= List of WBC Muaythai diamond champions =

This is a list of WBC Muaythai diamond champions, showing diamond champions certificated by the World Boxing Council Muaythai (WBC Muaythai). The WBC, which is one of the four major governing bodies in professional boxing, started certifying their own Muay Thai world champions in 19 different weight classes in 2005.

== Middleweight ==

| No. | Name | Date winning | Date losing | Days | Defenses |
| 1 | THA Phetmorakot Petchyindee Academy | October 4, 2019 | July 2021 | 2339 | 0 |
Phetmorakot defeated Mohammad Siasarani ( Iran) by KO (Knee to body) at 3R in Chiang Rai, Thailand.
| 2 | BEL Youssef Boughanem | July 17, 2021 | Current | 1687 | 0 |
Boughanem defeated Niclas Larsen ( Denmark) by DEC (Unanimous) at 5R in Brussels, Belgium.

== Super welterweight ==

| No. | Name | Date winning | Date losing | Days | Defenses |
| 1 | THA Buakaw Banchamek | August 15, 2014 | Current | 4215 | 0 |
Buakaw defeated Abdoul Karim Touré ( France) by TKO (Referee stoppage: Right elbow strike) at 3R at Chiang Mai Rajabhat University in Chiang Mai Province, Thailand.

== Super lightweight ==

| No. | Name | Date winning | Date losing | Days | Defenses |
| 1 | THA Saenchai PKSaenchaimuaythaigym | August 14, 2011 | Current | 5312 | 0 |
| 2 | THA Singdam Kiatmuu9 | July 27, 2019 | Current | 2408 | 0 |
Saenchai defeated Kevin Ross ( USA) by majority decision(48-46/48-46/47-47) after 5R at Commerce Casino in Los Angeles, California, United States.
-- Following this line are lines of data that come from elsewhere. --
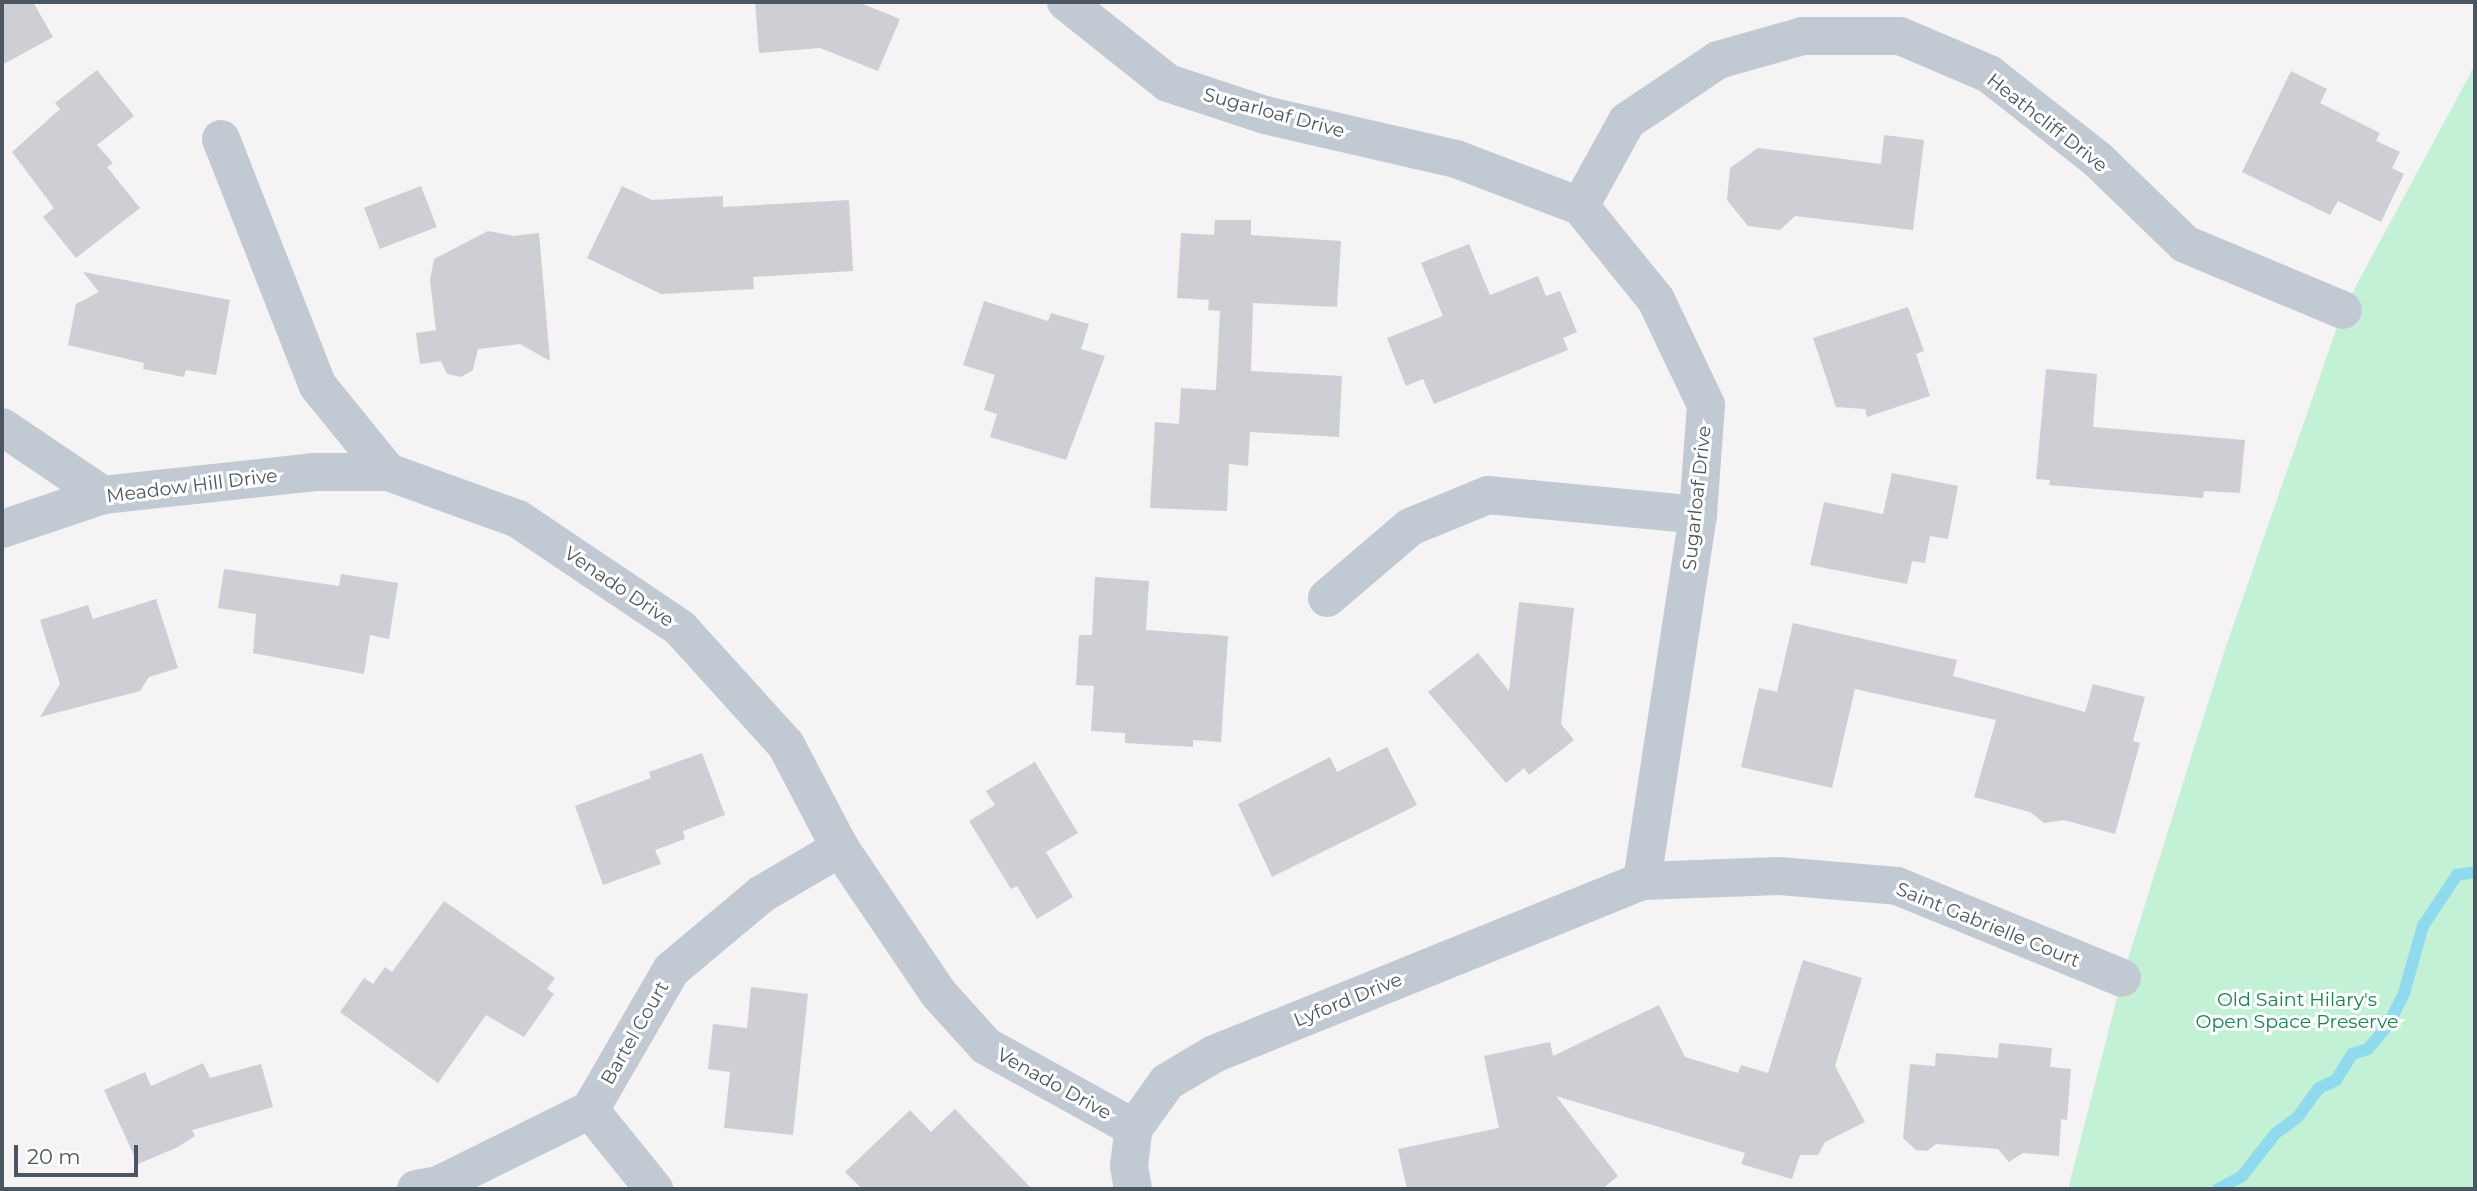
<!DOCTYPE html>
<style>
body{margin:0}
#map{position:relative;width:2477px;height:1191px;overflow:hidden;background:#f5f3f3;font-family:Montserrat,sans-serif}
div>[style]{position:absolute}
.green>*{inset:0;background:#c3f1d5}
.stream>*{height:12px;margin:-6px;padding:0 6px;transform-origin:6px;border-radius:6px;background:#90daee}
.building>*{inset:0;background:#cdcfd5;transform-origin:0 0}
.minor>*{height:38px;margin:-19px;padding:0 19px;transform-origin:19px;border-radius:19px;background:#c1cad2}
span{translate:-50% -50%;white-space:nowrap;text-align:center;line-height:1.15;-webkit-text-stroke:6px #fff;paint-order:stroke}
.street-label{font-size:19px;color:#4a5661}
.park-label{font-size:19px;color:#17864f}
.frame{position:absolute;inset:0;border:4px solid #4a5661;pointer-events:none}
.scale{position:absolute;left:14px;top:1145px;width:124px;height:32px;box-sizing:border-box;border:4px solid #4a5661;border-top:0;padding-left:9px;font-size:21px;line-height:24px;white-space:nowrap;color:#4a5661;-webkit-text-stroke:5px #fff;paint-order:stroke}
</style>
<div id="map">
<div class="green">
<div style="clip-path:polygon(2475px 65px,2475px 1189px,2068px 1189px,2122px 978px,2224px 652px,2343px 310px)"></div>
</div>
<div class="stream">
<div style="left:2218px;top:1189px;width:27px;rotate:-28deg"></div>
<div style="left:2242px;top:1176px;width:55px;rotate:-51.7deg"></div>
<div style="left:2276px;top:1133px;width:26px;rotate:-36deg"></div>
<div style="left:2297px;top:1118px;width:37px;rotate:-54deg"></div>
<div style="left:2319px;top:1088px;width:19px;rotate:-25deg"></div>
<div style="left:2336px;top:1080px;width:31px;rotate:-58deg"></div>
<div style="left:2352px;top:1054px;width:17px;rotate:-17deg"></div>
<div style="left:2368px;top:1049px;width:31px;rotate:-50deg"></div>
<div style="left:2388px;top:1025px;width:36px;rotate:-63deg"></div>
<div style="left:2404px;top:993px;width:70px;rotate:-74.2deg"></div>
<div style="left:2423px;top:926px;width:61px;rotate:-56.3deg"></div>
<div style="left:2457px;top:875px;width:18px;rotate:-9deg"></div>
</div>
<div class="building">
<div style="clip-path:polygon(2px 2px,33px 2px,53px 37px,2px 65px)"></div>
<div style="clip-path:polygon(755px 2px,858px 2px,900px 19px,878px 71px,820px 48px,759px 53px)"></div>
<div style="clip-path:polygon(97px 70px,134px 116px,97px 145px,113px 163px,107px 167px,140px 208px,76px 258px,43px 217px,54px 208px,12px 152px,60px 109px,55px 103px)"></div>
<div style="clip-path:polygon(2291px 71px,2327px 89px,2320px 103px,2380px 133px,2376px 141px,2400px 152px,2392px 168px,2404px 174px,2381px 222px,2338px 201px,2330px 215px,2242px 172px)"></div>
<div style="clip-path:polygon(1884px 135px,1924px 140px,1913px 230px,1795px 216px,1780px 230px,1748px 226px,1727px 200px,1730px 168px,1758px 148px,1881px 164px)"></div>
<div style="left:421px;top:186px;width:44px;height:61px;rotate:69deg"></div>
<div style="clip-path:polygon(622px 186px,652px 200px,723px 196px,723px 207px,849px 200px,853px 271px,753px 277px,754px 289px,661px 294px,587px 258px)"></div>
<div style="clip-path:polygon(1215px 220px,1251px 220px,1251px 235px,1341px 241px,1337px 307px,1253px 303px,1251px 371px,1342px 376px,1339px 437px,1250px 432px,1248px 466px,1229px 464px,1227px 511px,1150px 508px,1155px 422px,1179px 424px,1181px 388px,1216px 390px,1220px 311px,1208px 310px,1209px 300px,1177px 298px,1181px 233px,1214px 235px)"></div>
<div style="clip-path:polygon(488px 231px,514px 236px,539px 233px,550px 361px,520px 344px,478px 349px,473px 370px,461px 377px,447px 374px,441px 361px,420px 364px,416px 333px,436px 330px,430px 280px,434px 259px)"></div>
<div style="clip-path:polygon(1469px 244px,1490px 295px,1538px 276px,1546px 296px,1560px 291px,1577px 332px,1563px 338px,1568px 350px,1434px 404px,1423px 379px,1406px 386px,1387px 338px,1443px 316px,1421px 263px)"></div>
<div style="clip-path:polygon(83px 272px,230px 300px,216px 375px,186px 370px,184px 377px,143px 369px,144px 363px,68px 345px,76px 304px,99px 292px)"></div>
<div style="clip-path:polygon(984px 301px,1048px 321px,1051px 313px,1089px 324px,1081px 349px,1105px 356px,1066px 460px,990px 437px,997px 414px,984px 410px,995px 375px,963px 365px)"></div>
<div style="clip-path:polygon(1908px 307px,1924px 351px,1916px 354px,1930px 396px,1867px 417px,1865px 409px,1836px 407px,1813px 338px)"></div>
<div style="clip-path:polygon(2046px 369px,2097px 374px,2093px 427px,2245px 440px,2240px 493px,2204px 491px,2203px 498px,2049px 485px,2050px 480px,2036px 479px)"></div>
<div style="clip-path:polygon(1892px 473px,1958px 486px,1948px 539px,1930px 536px,1925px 563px,1912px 561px,1907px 584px,1810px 565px,1824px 502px,1883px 514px)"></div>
<div style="clip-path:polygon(224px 569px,339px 586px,341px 574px,398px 583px,389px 639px,370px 635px,364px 674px,253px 653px,256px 614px,218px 608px)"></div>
<div style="clip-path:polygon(1095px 577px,1149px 581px,1146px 630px,1228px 636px,1221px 742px,1193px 740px,1193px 747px,1125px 743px,1125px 733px,1091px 731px,1094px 686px,1076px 685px,1079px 635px,1092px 635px)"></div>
<div style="clip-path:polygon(156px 599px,178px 668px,149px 677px,140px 691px,40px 717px,60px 684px,40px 620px,88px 605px,93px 619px)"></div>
<div style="clip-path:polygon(1519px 602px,1574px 608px,1561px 724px,1574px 740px,1529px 775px,1524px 768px,1506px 783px,1428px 692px,1478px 653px,1509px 691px)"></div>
<div style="clip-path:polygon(1793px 623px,1957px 660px,1953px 676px,2085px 712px,2093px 684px,2145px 697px,2133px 741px,2140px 743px,2115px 834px,2064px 820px,2044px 823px,2030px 812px,1974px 797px,1996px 720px,1855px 689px,1832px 788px,1741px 767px,1759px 688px,1777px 692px)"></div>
<div style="clip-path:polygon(1387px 747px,1417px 805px,1272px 877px,1238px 804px,1330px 757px,1337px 772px)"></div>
<div style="clip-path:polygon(702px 753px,725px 815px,683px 831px,685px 839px,655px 850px,661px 864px,603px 885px,575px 806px,651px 778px,649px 772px)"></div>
<div style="clip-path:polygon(1035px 762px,1078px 833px,1046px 852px,1073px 897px,1037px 919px,1017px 886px,1011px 889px,969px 821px,995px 805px,986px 791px)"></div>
<div style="clip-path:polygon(444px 901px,555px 978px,547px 989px,554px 994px,524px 1037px,486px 1015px,438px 1083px,340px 1012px,364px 978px,373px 984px,385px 967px,392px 972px)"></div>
<div style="clip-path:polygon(1803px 960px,1862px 978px,1835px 1066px,1865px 1122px,1825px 1142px,1818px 1155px,1800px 1155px,1792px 1179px,1741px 1164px,1745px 1153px,1556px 1096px,1618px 1176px,1602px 1189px,1407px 1189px,1398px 1149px,1499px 1128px,1484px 1056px,1550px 1042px,1553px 1056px,1659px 1005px,1685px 1057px,1738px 1073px,1741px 1065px,1768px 1073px)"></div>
<div style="clip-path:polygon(751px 987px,808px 994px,793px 1135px,724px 1128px,730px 1072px,708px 1069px,713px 1024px,747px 1028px)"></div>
<div style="clip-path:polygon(1999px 1043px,2052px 1048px,2050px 1067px,2071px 1069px,2067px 1120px,2061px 1119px,2059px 1156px,2023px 1153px,2009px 1162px,1998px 1149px,1936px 1144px,1927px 1151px,1916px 1150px,1903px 1138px,1910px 1064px,1935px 1066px,1936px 1053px,1998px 1058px)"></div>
<div style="clip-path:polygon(203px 1063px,210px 1078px,261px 1064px,273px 1107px,192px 1130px,195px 1136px,178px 1147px,138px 1164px,104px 1090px,145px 1072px,151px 1086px)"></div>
<div style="clip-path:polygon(955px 1109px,1032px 1189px,862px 1189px,845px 1172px,910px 1110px,931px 1132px)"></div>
</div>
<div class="minor">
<div style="left:1066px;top:2px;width:130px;rotate:38.5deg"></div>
<div style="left:1168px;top:83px;width:102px;rotate:18.3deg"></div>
<div style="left:1265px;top:115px;width:196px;rotate:13deg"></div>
<div style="left:1456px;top:159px;width:133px;rotate:20.8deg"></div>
<div style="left:1580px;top:206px;width:121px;rotate:51deg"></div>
<div style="left:1656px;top:300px;width:116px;rotate:64.5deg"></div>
<div style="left:1706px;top:405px;width:110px;rotate:94.2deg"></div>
<div style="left:1698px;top:515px;width:370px;rotate:98.7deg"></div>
<div style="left:221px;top:139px;width:265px;rotate:68.6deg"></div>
<div style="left:318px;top:386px;width:111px;rotate:50.9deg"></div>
<div style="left:388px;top:472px;width:138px;rotate:19.9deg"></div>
<div style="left:518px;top:519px;width:195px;rotate:33.9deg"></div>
<div style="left:680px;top:628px;width:158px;rotate:47.8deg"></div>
<div style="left:786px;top:745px;width:116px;rotate:62.3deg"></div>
<div style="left:840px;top:848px;width:176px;rotate:55.9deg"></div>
<div style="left:939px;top:994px;width:70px;rotate:47.9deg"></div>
<div style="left:986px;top:1046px;width:169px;rotate:29deg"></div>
<div style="left:1580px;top:206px;width:97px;rotate:-61.1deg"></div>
<div style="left:1627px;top:121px;width:110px;rotate:-33.8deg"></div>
<div style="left:1718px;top:60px;width:88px;rotate:-15.8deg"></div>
<div style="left:1803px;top:36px;width:97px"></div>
<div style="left:1900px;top:36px;width:97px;rotate:23.1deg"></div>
<div style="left:1989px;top:74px;width:137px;rotate:38.2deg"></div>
<div style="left:2097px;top:159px;width:122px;rotate:44deg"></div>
<div style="left:2185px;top:244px;width:171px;rotate:22.7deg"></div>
<div style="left:2px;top:427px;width:122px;rotate:34deg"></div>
<div style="left:2px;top:529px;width:107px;rotate:-18.6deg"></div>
<div style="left:103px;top:495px;width:213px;rotate:-6.2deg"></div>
<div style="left:315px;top:472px;width:73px"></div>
<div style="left:1327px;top:598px;width:109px;rotate:-40.5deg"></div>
<div style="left:1410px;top:527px;width:84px;rotate:-22.3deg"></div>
<div style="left:1488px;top:495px;width:211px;rotate:5.4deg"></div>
<div style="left:590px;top:1110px;width:102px;rotate:51deg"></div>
<div style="left:416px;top:1189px;width:22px;rotate:-10deg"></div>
<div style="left:438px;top:1185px;width:169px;rotate:-26.3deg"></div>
<div style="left:590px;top:1110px;width:162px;rotate:-59.9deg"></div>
<div style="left:671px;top:970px;width:119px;rotate:-39.9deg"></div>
<div style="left:762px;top:894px;width:91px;rotate:-30.5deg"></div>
<div style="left:1133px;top:1189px;width:23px;rotate:-100deg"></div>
<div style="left:1129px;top:1166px;width:38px;rotate:-83deg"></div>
<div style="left:1134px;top:1128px;width:57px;rotate:-54.3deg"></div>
<div style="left:1167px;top:1082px;width:55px;rotate:-30.8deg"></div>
<div style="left:1214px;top:1054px;width:462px;rotate:-22deg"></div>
<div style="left:1642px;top:881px;width:137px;rotate:-2.1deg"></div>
<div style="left:1779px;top:876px;width:118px;rotate:4.8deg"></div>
<div style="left:1897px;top:886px;width:243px;rotate:22.2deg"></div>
</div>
<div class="street-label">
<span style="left:1274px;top:113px;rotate:15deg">Sugarloaf Drive</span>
<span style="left:2047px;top:123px;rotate:38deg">Heathcliff Drive</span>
<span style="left:192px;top:486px;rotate:-7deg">Meadow Hill Drive</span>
<span style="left:1697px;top:498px;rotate:-84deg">Sugarloaf Drive</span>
<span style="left:619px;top:587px;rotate:34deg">Venado Drive</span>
<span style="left:1988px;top:925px;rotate:22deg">Saint Gabrielle Court</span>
<span style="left:1348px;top:1000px;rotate:-22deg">Lyford Drive</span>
<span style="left:635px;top:1033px;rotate:-60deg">Bartel Court</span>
<span style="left:1054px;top:1084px;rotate:29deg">Venado Drive</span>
</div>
<div class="park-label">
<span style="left:2297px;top:1011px">Old Saint Hilary's<br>Open Space Preserve</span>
</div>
<div class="frame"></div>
<div class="scale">20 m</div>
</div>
This bout was also for the vacant title of MTAA world Super lightweight.

== Super Bantamweight ==

| No. | Name | Date winning | Date losing | Days | Defenses |
| 1 | UK Ruth Ashdown | August 15, 2018 | Retired with title | Retired after winning | 0 |
Ashdown defeated Dokmaipa Kiatpompetch ( Thailand) by Decision (Unanimous) at 5R in Hong Kong, China.